1. ## Trigonometric Substitution

Question:
$\displaystyle \int\frac{2dt}{t\sqrt{t^4+25}}$
Attempt:
$\displaystyle \int\frac{2dt}{t\sqrt{(t^2)^2+(5)^2}}$

a=5 ,$\displaystyle t^2=5tan\theta$,$\displaystyle 2tdt=5sec^2\theta$
Since there is now differentiation for $\displaystyle sec^2\theta$ can i change it to $\displaystyle tan^2\theta+1$

2. Originally Posted by mj.alawami
Question:
$\displaystyle \int\frac{2dt}{t\sqrt{t^4+25}}$
Attempt:
$\displaystyle \int\frac{2dt}{t\sqrt{(t^2)^2+(5)^2}}$

a=5 ,$\displaystyle t^2=5tan\theta$,$\displaystyle 2tdt=5sec^2\theta$
Since there is now differentiation for $\displaystyle sec^2\theta$ can i change it to $\displaystyle tan^2\theta+1$

Hello,
Your substitution works, but from your substitution, clearly $\displaystyle t=\sqrt{5} \, \sqrt{tan(\theta)}$, find $\displaystyle dt$ in terms of $\displaystyle \theta$.
Then change your integral accroding to this substitution; you will get (with some simplification) a simple trigonometric integral.

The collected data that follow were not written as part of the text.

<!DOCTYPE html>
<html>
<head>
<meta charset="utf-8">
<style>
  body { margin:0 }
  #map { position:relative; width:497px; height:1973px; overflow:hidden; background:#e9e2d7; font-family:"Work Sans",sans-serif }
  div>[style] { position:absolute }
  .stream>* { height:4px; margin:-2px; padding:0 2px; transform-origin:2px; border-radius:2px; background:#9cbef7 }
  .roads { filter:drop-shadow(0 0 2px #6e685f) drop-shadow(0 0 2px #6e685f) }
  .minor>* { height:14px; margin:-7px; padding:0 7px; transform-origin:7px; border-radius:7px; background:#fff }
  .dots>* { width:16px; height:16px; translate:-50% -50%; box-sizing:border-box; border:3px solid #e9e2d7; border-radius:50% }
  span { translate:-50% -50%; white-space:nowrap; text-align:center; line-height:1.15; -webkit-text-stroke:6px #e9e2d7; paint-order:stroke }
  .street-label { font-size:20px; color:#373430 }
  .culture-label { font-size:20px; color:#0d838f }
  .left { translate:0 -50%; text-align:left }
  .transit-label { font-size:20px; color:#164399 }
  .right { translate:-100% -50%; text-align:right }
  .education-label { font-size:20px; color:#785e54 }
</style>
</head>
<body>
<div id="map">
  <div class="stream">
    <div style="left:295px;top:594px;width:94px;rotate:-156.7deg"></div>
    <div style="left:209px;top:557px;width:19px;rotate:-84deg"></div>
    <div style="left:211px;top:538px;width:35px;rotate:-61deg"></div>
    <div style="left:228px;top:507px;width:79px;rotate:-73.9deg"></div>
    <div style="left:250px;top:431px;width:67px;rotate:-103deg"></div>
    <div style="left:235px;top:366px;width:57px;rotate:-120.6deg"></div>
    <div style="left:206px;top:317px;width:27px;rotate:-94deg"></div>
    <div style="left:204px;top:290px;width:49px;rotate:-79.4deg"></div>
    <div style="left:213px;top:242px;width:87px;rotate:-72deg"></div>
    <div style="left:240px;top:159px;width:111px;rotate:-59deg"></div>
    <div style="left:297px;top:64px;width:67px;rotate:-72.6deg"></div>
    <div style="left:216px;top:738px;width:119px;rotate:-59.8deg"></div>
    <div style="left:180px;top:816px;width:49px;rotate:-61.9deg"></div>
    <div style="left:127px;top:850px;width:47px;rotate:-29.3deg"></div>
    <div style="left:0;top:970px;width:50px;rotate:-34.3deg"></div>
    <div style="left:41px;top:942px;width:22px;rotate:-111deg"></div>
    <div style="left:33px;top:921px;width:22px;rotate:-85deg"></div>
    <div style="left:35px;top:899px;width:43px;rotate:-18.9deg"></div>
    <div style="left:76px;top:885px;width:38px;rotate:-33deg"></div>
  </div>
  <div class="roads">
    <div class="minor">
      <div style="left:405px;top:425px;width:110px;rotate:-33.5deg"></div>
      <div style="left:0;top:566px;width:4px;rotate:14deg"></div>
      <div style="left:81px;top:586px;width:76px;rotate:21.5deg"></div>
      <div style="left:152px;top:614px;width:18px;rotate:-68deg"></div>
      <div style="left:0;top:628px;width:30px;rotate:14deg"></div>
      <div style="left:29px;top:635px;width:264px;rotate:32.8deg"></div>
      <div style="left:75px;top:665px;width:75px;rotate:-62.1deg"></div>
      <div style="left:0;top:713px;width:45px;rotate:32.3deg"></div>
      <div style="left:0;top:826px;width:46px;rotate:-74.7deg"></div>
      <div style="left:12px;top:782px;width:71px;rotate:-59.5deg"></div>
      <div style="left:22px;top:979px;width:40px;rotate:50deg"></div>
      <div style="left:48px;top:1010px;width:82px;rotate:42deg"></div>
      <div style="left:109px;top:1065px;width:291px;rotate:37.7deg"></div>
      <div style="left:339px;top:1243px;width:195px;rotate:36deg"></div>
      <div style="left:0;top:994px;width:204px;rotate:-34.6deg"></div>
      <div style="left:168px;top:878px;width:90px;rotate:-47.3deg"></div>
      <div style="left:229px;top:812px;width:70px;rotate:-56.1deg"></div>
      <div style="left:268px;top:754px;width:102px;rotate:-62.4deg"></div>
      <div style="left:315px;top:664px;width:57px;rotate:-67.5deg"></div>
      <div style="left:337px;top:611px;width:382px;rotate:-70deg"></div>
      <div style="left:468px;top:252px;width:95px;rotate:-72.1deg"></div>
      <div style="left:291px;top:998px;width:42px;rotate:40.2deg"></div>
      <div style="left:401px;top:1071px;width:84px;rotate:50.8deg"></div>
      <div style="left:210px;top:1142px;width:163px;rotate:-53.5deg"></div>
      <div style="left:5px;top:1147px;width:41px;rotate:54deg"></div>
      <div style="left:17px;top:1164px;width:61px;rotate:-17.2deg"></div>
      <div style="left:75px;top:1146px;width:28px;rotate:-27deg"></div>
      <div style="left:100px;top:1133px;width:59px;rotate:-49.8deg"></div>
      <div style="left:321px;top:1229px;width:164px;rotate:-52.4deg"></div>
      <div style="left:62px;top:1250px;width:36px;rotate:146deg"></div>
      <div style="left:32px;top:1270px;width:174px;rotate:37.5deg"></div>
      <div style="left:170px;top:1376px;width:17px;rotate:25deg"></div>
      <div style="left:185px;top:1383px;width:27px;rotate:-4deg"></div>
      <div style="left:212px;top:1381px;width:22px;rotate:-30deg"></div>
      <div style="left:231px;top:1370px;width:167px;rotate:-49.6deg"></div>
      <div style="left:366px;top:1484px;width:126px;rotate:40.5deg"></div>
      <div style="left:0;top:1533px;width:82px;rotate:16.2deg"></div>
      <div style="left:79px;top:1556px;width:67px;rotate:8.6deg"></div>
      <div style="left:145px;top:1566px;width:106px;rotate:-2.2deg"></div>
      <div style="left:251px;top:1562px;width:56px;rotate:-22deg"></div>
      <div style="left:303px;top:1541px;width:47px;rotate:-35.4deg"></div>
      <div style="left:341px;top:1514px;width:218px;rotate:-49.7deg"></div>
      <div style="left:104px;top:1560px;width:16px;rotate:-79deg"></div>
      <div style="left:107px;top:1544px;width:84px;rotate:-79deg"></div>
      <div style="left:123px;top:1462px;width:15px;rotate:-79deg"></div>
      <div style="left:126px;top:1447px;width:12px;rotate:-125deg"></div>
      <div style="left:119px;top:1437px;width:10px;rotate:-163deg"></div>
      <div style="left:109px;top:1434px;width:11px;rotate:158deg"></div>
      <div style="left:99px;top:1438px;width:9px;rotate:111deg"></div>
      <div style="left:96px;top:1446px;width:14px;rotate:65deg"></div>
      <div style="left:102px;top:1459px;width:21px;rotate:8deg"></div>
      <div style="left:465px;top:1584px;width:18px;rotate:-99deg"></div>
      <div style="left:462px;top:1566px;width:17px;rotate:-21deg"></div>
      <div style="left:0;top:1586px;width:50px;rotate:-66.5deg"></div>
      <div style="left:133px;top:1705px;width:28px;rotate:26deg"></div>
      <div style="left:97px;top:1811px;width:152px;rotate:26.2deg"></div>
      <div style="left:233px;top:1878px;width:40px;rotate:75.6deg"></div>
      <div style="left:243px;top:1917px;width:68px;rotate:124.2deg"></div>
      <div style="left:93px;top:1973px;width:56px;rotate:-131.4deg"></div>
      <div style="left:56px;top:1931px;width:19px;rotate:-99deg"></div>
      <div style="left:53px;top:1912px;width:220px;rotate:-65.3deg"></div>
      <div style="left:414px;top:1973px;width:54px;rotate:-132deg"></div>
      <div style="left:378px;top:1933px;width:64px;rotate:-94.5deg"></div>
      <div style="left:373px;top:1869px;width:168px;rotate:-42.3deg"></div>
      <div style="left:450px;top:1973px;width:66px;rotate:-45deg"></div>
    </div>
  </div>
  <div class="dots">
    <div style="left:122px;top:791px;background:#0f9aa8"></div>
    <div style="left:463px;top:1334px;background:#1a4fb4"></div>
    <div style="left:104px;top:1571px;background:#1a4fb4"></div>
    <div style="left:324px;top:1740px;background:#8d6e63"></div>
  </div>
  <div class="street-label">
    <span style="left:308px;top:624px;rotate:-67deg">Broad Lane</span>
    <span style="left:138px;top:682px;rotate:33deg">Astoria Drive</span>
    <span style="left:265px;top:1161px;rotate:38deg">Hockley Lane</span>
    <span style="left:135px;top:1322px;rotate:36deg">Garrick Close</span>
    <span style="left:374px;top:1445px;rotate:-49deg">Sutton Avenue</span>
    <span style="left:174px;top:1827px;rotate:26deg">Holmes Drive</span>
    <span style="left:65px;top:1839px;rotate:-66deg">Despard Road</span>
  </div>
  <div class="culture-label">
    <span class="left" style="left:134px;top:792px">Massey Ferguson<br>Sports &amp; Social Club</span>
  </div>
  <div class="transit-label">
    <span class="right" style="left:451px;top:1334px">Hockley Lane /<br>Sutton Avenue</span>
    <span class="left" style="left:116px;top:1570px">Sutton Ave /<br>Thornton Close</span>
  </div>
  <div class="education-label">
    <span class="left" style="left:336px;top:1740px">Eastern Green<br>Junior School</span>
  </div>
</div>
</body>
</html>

3. Originally Posted by General
Hello,
Your substitution works, but from your substitution, clearly $\displaystyle t=\sqrt{5} \, \sqrt{tan(\theta)}$, find $\displaystyle dt$ in terms of $\displaystyle \theta$.
Then change your integral accroding to this substitution; you will get (with some simplification) a simple trigonometric integral.
So ,
$\displaystyle t^2=5tan\theta$
$\displaystyle t=\sqrt{5} \, \sqrt{tan(\theta)}$
$\displaystyle dt=\sqrt{5}\,sec(\theta)$

4. Originally Posted by mj.alawami
So ,
$\displaystyle t^2=5tan\theta$
$\displaystyle t=\sqrt{5} \, \sqrt{tan(\theta)}$
$\displaystyle dt=\sqrt{5}\,\sqrt{sec^2(\theta)}$
No No No. In general: $\displaystyle \left( \sqrt{f(x)} \right)^{'} \neq \left( \sqrt{f'(x)} \right)$.

Try to find $\displaystyle dt$ again, and notice that $\displaystyle \sqrt{tan(\theta)} = tan^{\frac{1}{2}}(\theta)$.